Anthropic published the Skills format spec in late 2024 alongside Claude Desktop's skill-loading capability. A SKILL.md typically includes YAML frontmatter (name, description, version, scope) followed by markdown body covering: domain context, important constraints, common patterns, edge cases, and concrete examples. The AI client parses these at startup and injects relevant skills into the model's context when the user's task matches the skill's scope.
Skills vs MCP — different layers of AI agent integration
MCP (Model Context Protocol) and Skills solve adjacent problems. MCP is the runtime layer — it gives the model access to tools the agent can call (publish_post, schedule_post, get_analytics). Skills are the reasoning layer — they teach the model how to think about a domain before deciding which tools to call. Use both: MCP for capabilities, Skills for context.
Concretely: CodivUpload publishes both. The MCP server (`npx codivupload-mcp`) exposes ~25 tools to AI clients. The Skills npm package (`npx codivupload-skills`) installs 7 markdown skill files covering platform-specific reasoning (Instagram constraints, TikTok flags, YouTube BYOP setup, X long-form rules, etc.). The agent loads the skills at session start, then uses MCP tools informed by the loaded context. Without skills, an agent might call MCP correctly but make platform-specific mistakes (forget tiktok_privacy_level, miss YouTube tag length rules). With skills, the same MCP tool call produces correctly-configured posts.
What goes in a SKILL.md file
Five sections most skills include. (1) Frontmatter — YAML block at the top with name, description, version, when_to_invoke. (2) Domain context — high-level overview of what this skill covers and why it matters. (3) Critical constraints — non-negotiable rules the agent must respect (e.g., 'TikTok defaults to private — always set privacy_level: 0 for public posts'). (4) Common patterns — recipes for typical operations (cross-posting, scheduling, error handling). (5) Edge cases and gotchas — platform-specific mistakes to avoid.

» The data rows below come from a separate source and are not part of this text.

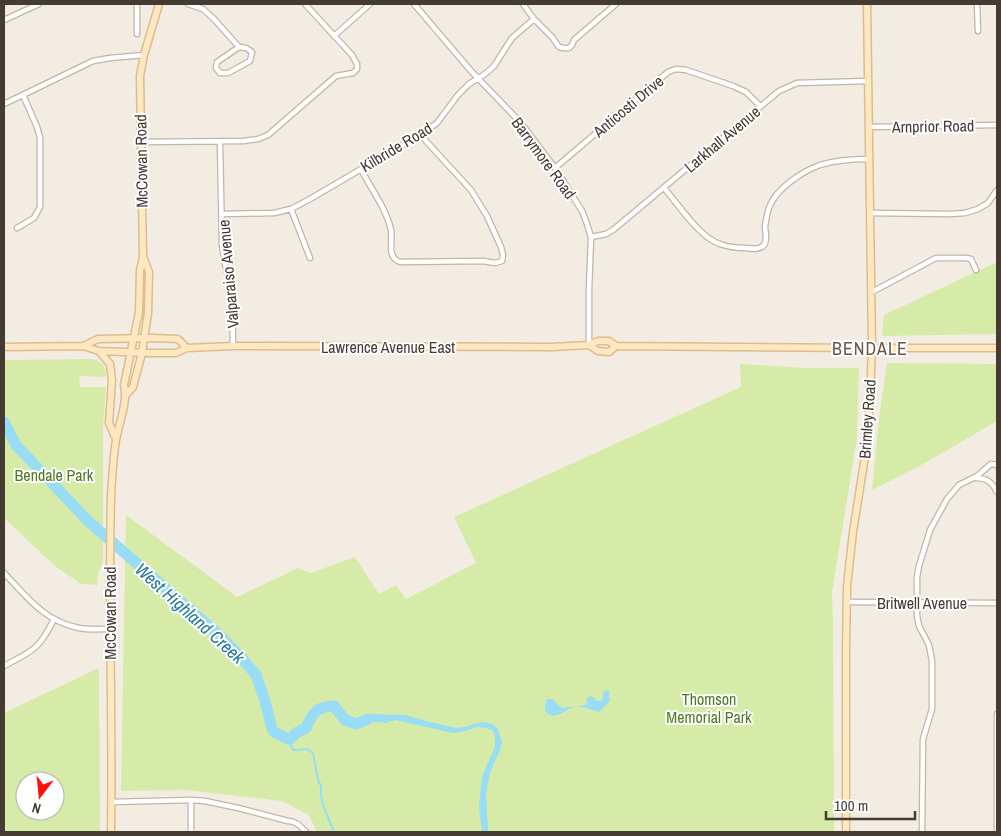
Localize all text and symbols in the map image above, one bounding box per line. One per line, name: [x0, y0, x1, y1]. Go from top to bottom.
street label: Anticosti Drive: [587, 70, 668, 143]
street label: Larkhall Avenue: [679, 101, 765, 177]
street label: Barrymore Road: [507, 113, 581, 203]
street label: McCowan Road: [129, 114, 153, 208]
street label: Arnprior Road: [891, 114, 974, 138]
street label: Kilbride Road: [356, 117, 436, 177]
street label: Valparaiso Avenue: [212, 219, 244, 329]
street label: Lawrence Avenue East: [321, 336, 455, 358]
district label: BENDALE: [832, 336, 908, 361]
street label: Brimley Road: [853, 379, 881, 459]
park label: Bendale Park: [15, 464, 94, 486]
water label: West Highland Creek: [130, 557, 251, 670]
street label: McCowan Road: [99, 566, 121, 660]
street label: Britwell Avenue: [877, 592, 967, 614]
park label: Thomson Memorial Park: [666, 688, 752, 728]
north arrow: [15, 771, 65, 821]
scale bar: [826, 788, 915, 820]
text: 100 m: [834, 795, 868, 816]
text: N: [30, 799, 43, 818]

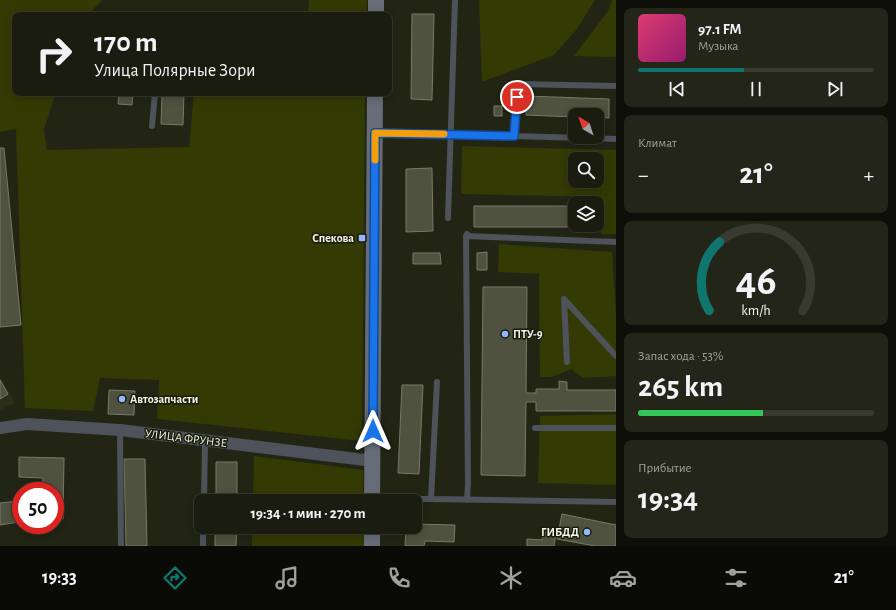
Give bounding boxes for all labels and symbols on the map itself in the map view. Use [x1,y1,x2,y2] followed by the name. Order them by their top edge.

The goal is concise, actionable knowledge — not a textbook. Most skill files are 500-2,000 words; longer skills cap their effectiveness because the model loses focus across too much context.
Where to find AI Skills
Anthropic maintains a public skills registry and several SaaS products publish their own skills. Common installation patterns: npm install + CLI installer that copies SKILL.md files into ~/.claude/skills/ (for Claude Desktop and Code), into .agent/skills/ for Antigravity, into .cursor/rules/ for Cursor. CodivUpload's installer (`npx codivupload-skills`) supports all six client paths via --client flag.
Install CodivUpload's AI Skills for Claude Desktop
bash
# Install all 7 skill packs (generic, instagram, youtube, tiktok, x,
# facebook-linkedin, agency) into Claude Desktop's skill directory.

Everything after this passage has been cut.